(Collected data entries)
■ ■ ■
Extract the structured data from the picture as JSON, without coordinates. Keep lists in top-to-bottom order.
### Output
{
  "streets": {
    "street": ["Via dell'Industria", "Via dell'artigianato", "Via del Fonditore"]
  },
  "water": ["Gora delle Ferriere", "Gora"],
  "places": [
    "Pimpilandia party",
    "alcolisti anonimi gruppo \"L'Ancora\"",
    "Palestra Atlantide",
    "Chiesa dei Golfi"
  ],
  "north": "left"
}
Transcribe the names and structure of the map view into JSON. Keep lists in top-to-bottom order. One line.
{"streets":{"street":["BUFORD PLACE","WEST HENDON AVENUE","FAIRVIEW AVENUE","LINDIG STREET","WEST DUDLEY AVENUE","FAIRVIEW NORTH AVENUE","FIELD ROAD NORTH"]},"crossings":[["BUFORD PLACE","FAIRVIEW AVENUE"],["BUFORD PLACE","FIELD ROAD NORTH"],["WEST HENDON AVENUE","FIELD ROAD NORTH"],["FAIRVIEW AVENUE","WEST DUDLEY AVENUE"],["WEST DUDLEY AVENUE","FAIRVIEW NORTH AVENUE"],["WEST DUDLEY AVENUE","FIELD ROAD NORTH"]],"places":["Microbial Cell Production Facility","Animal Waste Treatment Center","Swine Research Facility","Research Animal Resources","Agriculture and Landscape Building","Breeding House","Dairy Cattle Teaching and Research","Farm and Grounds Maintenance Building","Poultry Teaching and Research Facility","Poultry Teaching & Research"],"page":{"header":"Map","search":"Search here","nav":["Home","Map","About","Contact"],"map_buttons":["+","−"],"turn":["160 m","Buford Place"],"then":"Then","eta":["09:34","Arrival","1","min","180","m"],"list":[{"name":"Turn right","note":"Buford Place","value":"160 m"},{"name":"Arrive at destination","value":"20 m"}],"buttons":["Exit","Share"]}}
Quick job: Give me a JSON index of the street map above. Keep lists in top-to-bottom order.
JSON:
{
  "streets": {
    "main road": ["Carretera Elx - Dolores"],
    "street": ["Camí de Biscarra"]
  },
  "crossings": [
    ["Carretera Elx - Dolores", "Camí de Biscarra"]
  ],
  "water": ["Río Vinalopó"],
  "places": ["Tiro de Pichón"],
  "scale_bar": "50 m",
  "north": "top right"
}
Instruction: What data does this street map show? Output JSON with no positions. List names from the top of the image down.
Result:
■ ■ ■
Repeat each entry above, keeping every word exact.

Extract the structured data from the picture as JSON, without coordinates. Keep lists in top-to-bottom order.
### Output
{
  "streets": {
    "street": ["Via dell'Industria", "Via dell'artigianato", "Via del Fonditore"]
  },
  "water": ["Gora delle Ferriere", "Gora"],
  "places": [
    "Pimpilandia party",
    "alcolisti anonimi gruppo \"L'Ancora\"",
    "Palestra Atlantide",
    "Chiesa dei Golfi"
  ],
  "north": "left"
}
Transcribe the names and structure of the map view into JSON. Keep lists in top-to-bottom order. One line.
{"streets":{"street":["BUFORD PLACE","WEST HENDON AVENUE","FAIRVIEW AVENUE","LINDIG STREET","WEST DUDLEY AVENUE","FAIRVIEW NORTH AVENUE","FIELD ROAD NORTH"]},"crossings":[["BUFORD PLACE","FAIRVIEW AVENUE"],["BUFORD PLACE","FIELD ROAD NORTH"],["WEST HENDON AVENUE","FIELD ROAD NORTH"],["FAIRVIEW AVENUE","WEST DUDLEY AVENUE"],["WEST DUDLEY AVENUE","FAIRVIEW NORTH AVENUE"],["WEST DUDLEY AVENUE","FIELD ROAD NORTH"]],"places":["Microbial Cell Production Facility","Animal Waste Treatment Center","Swine Research Facility","Research Animal Resources","Agriculture and Landscape Building","Breeding House","Dairy Cattle Teaching and Research","Farm and Grounds Maintenance Building","Poultry Teaching and Research Facility","Poultry Teaching & Research"],"page":{"header":"Map","search":"Search here","nav":["Home","Map","About","Contact"],"map_buttons":["+","−"],"turn":["160 m","Buford Place"],"then":"Then","eta":["09:34","Arrival","1","min","180","m"],"list":[{"name":"Turn right","note":"Buford Place","value":"160 m"},{"name":"Arrive at destination","value":"20 m"}],"buttons":["Exit","Share"]}}
Quick job: Give me a JSON index of the street map above. Keep lists in top-to-bottom order.
JSON:
{
  "streets": {
    "main road": ["Carretera Elx - Dolores"],
    "street": ["Camí de Biscarra"]
  },
  "crossings": [
    ["Carretera Elx - Dolores", "Camí de Biscarra"]
  ],
  "water": ["Río Vinalopó"],
  "places": ["Tiro de Pichón"],
  "scale_bar": "50 m",
  "north": "top right"
}
Instruction: What data does this street map show? Output JSON with no positions. List names from the top of the image down.
Result:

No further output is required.